Segment Start: Material to process

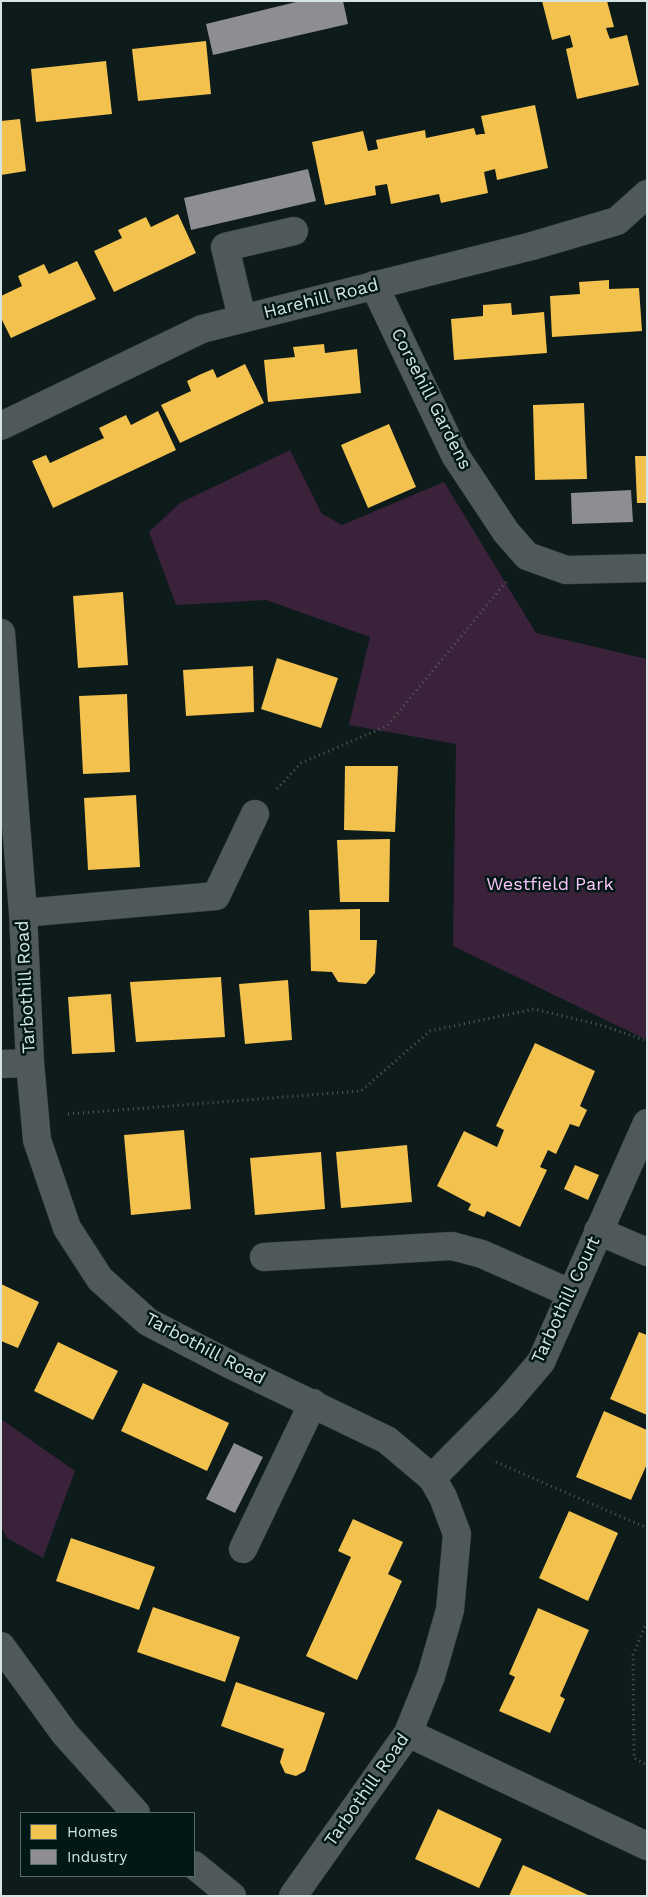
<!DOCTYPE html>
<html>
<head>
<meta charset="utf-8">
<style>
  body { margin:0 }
  #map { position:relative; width:648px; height:1897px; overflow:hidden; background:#0d1b1b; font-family:"Work Sans",sans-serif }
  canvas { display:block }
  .frame { position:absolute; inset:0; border:2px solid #d6e5e4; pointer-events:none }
  .legend { position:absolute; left:20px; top:1812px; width:175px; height:65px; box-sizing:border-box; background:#011817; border:1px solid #566a69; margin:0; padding:6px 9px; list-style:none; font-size:15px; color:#d6e5e4 }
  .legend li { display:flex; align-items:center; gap:10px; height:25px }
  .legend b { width:25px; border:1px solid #566a69 }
</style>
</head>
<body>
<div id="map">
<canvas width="648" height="1897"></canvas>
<div class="frame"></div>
<ul class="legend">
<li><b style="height:14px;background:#f2c14e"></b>Homes</li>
<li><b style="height:14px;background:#8d8d92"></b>Industry</li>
</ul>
</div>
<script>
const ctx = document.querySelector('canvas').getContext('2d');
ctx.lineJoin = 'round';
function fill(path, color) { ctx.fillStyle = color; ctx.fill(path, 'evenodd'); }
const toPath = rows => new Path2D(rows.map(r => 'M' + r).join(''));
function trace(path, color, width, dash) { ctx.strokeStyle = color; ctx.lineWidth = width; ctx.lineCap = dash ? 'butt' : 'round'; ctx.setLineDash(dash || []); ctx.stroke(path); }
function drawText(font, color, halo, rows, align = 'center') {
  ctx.font = font + ' "Work Sans",sans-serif'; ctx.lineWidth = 5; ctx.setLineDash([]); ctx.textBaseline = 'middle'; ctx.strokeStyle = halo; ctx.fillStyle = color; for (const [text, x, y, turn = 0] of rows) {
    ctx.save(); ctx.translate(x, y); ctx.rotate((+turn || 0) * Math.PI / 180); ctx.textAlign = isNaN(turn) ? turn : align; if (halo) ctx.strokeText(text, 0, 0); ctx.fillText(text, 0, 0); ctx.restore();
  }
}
const green = toPath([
  [290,450,322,514,342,525,444,482,536,633,647,659,647,1040,453,946,456,744,349,725,370,637,266,600,176,605,149,532,180,503],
  [1,1419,75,1471,43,1558,7,1538,1,1527]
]);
const homes = toPath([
  [542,1,607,1,614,27,606,28,608,34,610,39,627,35,639,85,577,99,566,49,573,47,570,35,552,40],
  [206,41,211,94,138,101,132,49],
  [106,61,112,114,36,122,31,69],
  [535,105,548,168,497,180,495,169,484,172,488,193,441,203,439,194,391,204,387,184,375,186,376,195,325,205,312,142,363,131,368,151,378,149,376,140,425,130,426,138,474,128,476,135,481,134,485,134,481,116],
  [20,119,26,171,1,175,1,121],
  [178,214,196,253,114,292,94,251,122,238,118,230,146,217,151,227],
  [77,261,96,299,11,338,1,318,1,296,22,286,18,276,44,264,49,274],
  [609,280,609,289,639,288,642,331,552,337,550,296,580,294,579,282],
  [511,303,512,315,544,312,547,353,454,360,451,319,483,316,483,305],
  [324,344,325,353,357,349,361,393,268,402,264,360,295,357,293,347],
  [245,364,264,403,180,443,161,405,191,391,187,381,199,375,213,369,217,378],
  [584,403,587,479,535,480,533,405],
  [158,411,176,450,53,508,32,461,46,455,50,463,104,438,99,428,126,415,131,425],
  [389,424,416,487,368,508,341,445],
  [635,456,647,456,647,503,637,503],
  [123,592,128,665,78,668,73,596],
  [277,658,338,678,321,728,261,709],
  [253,666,254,712,186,716,183,670],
  [127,694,130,772,83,774,79,696],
  [345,766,398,766,395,832,344,830],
  [136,795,140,867,88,870,84,798],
  [390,839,389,902,340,902,337,840],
  [360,909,360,940,377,940,375,973,366,984,338,982,332,972,311,971,309,910],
  [221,977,225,1037,136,1042,130,982],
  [288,980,292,1040,245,1044,239,984],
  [111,994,115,1052,72,1054,68,997],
  [535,1043,595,1071,580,1106,587,1110,579,1127,570,1124,556,1154,548,1150,540,1167,547,1170,520,1227,487,1211,484,1217,468,1210,471,1204,437,1186,464,1131,497,1147,504,1130,496,1126],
  [184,1130,191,1209,131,1215,124,1135],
  [407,1145,412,1202,341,1208,336,1152],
  [321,1152,325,1209,255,1215,250,1158],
  [575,1165,599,1175,588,1200,564,1189],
  [1,1284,39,1302,18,1348,1,1341],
  [639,1332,647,1335,647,1415,610,1399],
  [58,1342,118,1371,93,1420,34,1391],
  [143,1383,229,1423,207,1471,121,1431],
  [604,1411,647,1430,647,1464,631,1500,576,1477],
  [569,1511,618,1533,588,1601,539,1578],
  [353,1519,403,1542,388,1574,402,1581,357,1680,306,1656,351,1557,338,1551],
  [71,1538,155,1567,139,1610,56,1581],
  [153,1607,240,1637,225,1682,137,1652],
  [538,1608,589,1630,560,1696,565,1699,550,1733,499,1711,515,1677,509,1674],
  [236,1682,325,1713,305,1771,296,1776,285,1773,280,1762,284,1749,221,1726],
  [438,1809,502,1839,479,1888,415,1859],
  [523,1865,550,1877,590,1896,509,1896]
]);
const industry = toPath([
  [300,1,343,1,348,24,213,55,206,24],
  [308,169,316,201,191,230,184,198],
  [631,490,633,522,572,524,571,493],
  [234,1443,263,1457,235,1513,206,1499]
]);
const path = toPath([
  [277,789,301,763,387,726,506,582],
  [68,1114,361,1091,430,1031,534,1009,604,1026,647,1041],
  [496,1462,647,1528],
  [647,1622,633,1655,634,1758,647,1765]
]);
const minor = toPath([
  [374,285,455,455,506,532,527,556,566,570,647,568],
  [242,318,225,247,294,231],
  [1,426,202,329,532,246,617,221,647,194],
  [1,633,23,913,30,1063,37,1140,67,1228,100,1279,148,1322,231,1365,387,1440,432,1478,443,1497,457,1534,450,1610,431,1676,408,1733,293,1896],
  [23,913,216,896,255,814],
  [1,1064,30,1063],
  [598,1231,647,1252],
  [264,1257,452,1246,482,1254,570,1293],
  [432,1478,506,1403,541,1362,647,1123],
  [243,1549,313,1403],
  [1,1646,65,1734,136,1813],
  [408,1733,647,1846],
  [194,1865,232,1896]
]);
const streetNames = [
  ["Harehill Road",321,299,-14],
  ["Corsehill Gardens",431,399,63],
  ["Tarbothill Road",26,987,-93],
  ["Tarbothill Court",566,1300,-65],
  ["Tarbothill Road",205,1349,28],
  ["Tarbothill Road",367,1790,-55]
];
const parkNames = [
  ["Westfield Park",550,885]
];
fill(green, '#3a223b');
fill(homes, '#f2c14e');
fill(industry, '#8d8d92');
trace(minor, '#2d3636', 29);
trace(path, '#535c5c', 3, [1, 4]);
trace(minor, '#4f5959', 28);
drawText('18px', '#d6e5e4', '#011817', streetNames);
drawText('18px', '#fdc4f9', '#011817', parkNames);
</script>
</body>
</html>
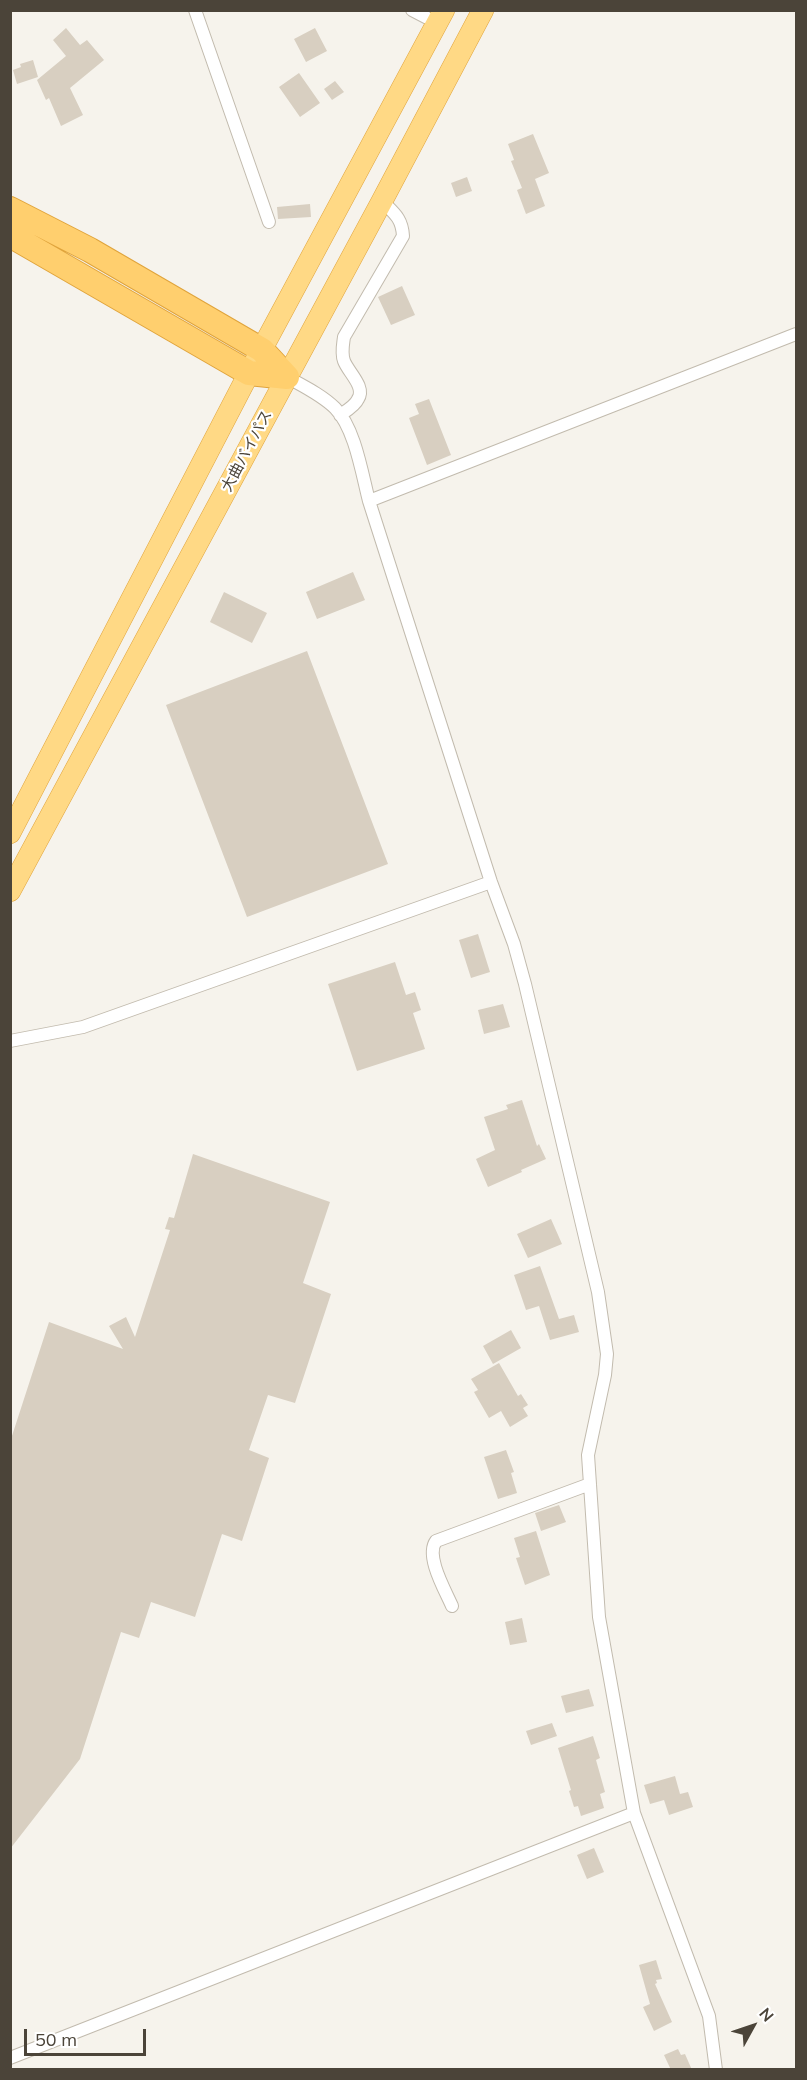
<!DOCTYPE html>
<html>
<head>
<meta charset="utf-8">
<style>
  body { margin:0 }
  #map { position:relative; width:807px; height:2080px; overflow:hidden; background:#f6f3ec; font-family:Mulish,sans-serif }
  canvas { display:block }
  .frame { position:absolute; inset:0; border:12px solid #4b4439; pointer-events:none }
  .north { position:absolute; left:723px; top:1996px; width:60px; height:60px; -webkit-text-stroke:4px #fff; paint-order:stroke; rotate:50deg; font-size:16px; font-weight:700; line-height:24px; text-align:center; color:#4b4439 }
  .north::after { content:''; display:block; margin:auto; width:21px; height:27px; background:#4b4439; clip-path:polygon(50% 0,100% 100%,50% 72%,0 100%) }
  .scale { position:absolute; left:24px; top:2029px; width:122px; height:27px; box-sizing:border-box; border:3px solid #4b4439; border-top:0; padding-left:8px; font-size:18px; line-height:21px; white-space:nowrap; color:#4b4439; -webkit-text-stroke:4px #fff; paint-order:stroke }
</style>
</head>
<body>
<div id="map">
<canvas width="807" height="2080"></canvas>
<div class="frame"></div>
<div class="north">N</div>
<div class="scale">50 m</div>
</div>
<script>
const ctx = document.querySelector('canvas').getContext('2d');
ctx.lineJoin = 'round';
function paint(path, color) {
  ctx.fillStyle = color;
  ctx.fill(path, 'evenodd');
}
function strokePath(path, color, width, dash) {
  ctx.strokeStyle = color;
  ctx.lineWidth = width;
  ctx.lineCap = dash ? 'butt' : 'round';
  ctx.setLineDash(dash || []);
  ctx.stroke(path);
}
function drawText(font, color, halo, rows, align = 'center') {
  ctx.font = font + ' Mulish,"Noto Sans JP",sans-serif';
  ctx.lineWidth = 4.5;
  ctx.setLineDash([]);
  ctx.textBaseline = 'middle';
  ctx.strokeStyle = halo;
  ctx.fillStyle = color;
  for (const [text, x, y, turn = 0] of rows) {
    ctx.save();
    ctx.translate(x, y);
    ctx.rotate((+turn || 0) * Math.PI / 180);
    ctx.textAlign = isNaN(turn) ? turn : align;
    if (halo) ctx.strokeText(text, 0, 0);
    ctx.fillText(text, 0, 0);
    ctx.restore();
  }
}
const building = new Path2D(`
  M66,28L80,45L87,40L104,60L70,88L83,115L61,126L49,98L46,100L37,80L66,56L53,40Z
  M315,28L327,51L306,62L294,39Z
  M33,60L38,77L17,84L13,70L21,67L20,64Z
  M299,73L320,103L300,117L279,87Z
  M335,81L344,92L332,100L324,89Z
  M533,134L549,173L535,179L545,206L526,214L517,190L522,188L511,161L514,160L508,144Z
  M467,177L472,191L456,197L451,183Z
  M310,204L311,217L278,219L277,207Z
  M402,286L415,315L391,325L378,297Z
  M429,399L451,455L427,465L409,418L419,414L415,404Z
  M353,572L365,600L317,619L306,592Z
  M224,592L267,613L252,643L210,622Z
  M307,651L388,864L247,917L166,705Z
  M478,934L490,972L471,978L459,940Z
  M395,962L406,995L415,992L421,1010L413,1013L425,1049L357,1071L328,984Z
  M503,1004L510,1027L484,1034L478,1010Z
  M522,1100L537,1146L539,1144L546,1159L521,1170L522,1172L488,1187L476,1159L495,1150L484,1117L508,1109L506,1105Z
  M193,1154L330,1202L303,1283L331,1294L295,1403L268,1395L249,1450L269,1458L242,1541L222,1534L195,1617L151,1602L139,1638L121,1632L80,1759L10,1849V1442L49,1322L123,1349L109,1326L126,1317L135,1337L170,1230L165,1229L169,1217L174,1218Z
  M551,1219L562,1244L528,1258L517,1234Z
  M540,1266L559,1319L574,1315L579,1332L550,1340L539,1306L526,1310L514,1275Z
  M511,1330L521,1348L493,1364L483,1346Z
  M499,1363L518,1396L521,1394L528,1405L523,1408L528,1416L510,1427L501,1411L489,1418L474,1392L478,1390L471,1379Z
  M506,1450L514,1472L511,1473L517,1493L498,1499L484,1457Z
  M559,1505L566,1522L541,1531L535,1513Z
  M536,1531L550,1575L525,1585L516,1558L520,1557L514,1538Z
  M522,1618L527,1642L510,1645L505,1622Z
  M589,1689L594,1706L566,1713L561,1696Z
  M552,1723L557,1736L531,1745L526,1731Z
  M593,1736L600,1758L596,1760L605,1792L600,1794L604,1808L581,1816L578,1806L574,1807L569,1791L571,1790L558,1748Z
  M675,1776L680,1794L688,1792L693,1807L669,1815L664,1800L650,1804L644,1785Z
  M594,1848L604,1872L587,1879L577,1855Z
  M656,1960L662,1979L656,1980L657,1983L655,1984L672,2022L654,2031L643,2007L650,2004L639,1965Z
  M678,2049L681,2055L685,2054L692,2070H671L664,2055Z`);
const minor = new Path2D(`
  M195,10L269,222
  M412,10L437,23
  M287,377C303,386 322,395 335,408C355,428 362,474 369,501L491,882L514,944L525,984L598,1292L607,1354L605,1375L588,1455L599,1617L634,1813L709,2016L716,2070
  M340,415C346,411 355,406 358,399C366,387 348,372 344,361C341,353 343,345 344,337L403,236C402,218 394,213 382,201
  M369,501L796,334
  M10,1041L83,1027L491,882
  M452,1606C445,1590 425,1556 436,1541L590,1484
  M10,2058L634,1813`);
const trunk = new Path2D(`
  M10,833L249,373L444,10
  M10,891L382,201L483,10`);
const motorway = new Path2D(`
  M10,209L90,250L262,350L287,377
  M10,235L249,373L287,377`);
const streetNames = [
  ["大曲バイパス",247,451,-62]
];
paint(building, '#d8cfc1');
strokePath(minor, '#c2bbae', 14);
strokePath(trunk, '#e0a43c', 22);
strokePath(motorway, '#e0a43c', 26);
strokePath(minor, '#fff', 12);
strokePath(trunk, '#ffd985', 21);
strokePath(motorway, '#ffcf6e', 24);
drawText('15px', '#4b4439', '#fff', streetNames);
</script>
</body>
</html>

Segment End: Material to process

**Your instructions:**
Your job is to copy out every line from the records above that has the word "lineCap".

**Task result:**
function trace(path, color, width, dash) { ctx.strokeStyle = color; ctx.lineWidth = width; ctx.lineCap = dash ? 'butt' : 'round'; ctx.setLineDash(dash || []); ctx.stroke(path); }
  ctx.lineCap = dash ? 'butt' : 'round';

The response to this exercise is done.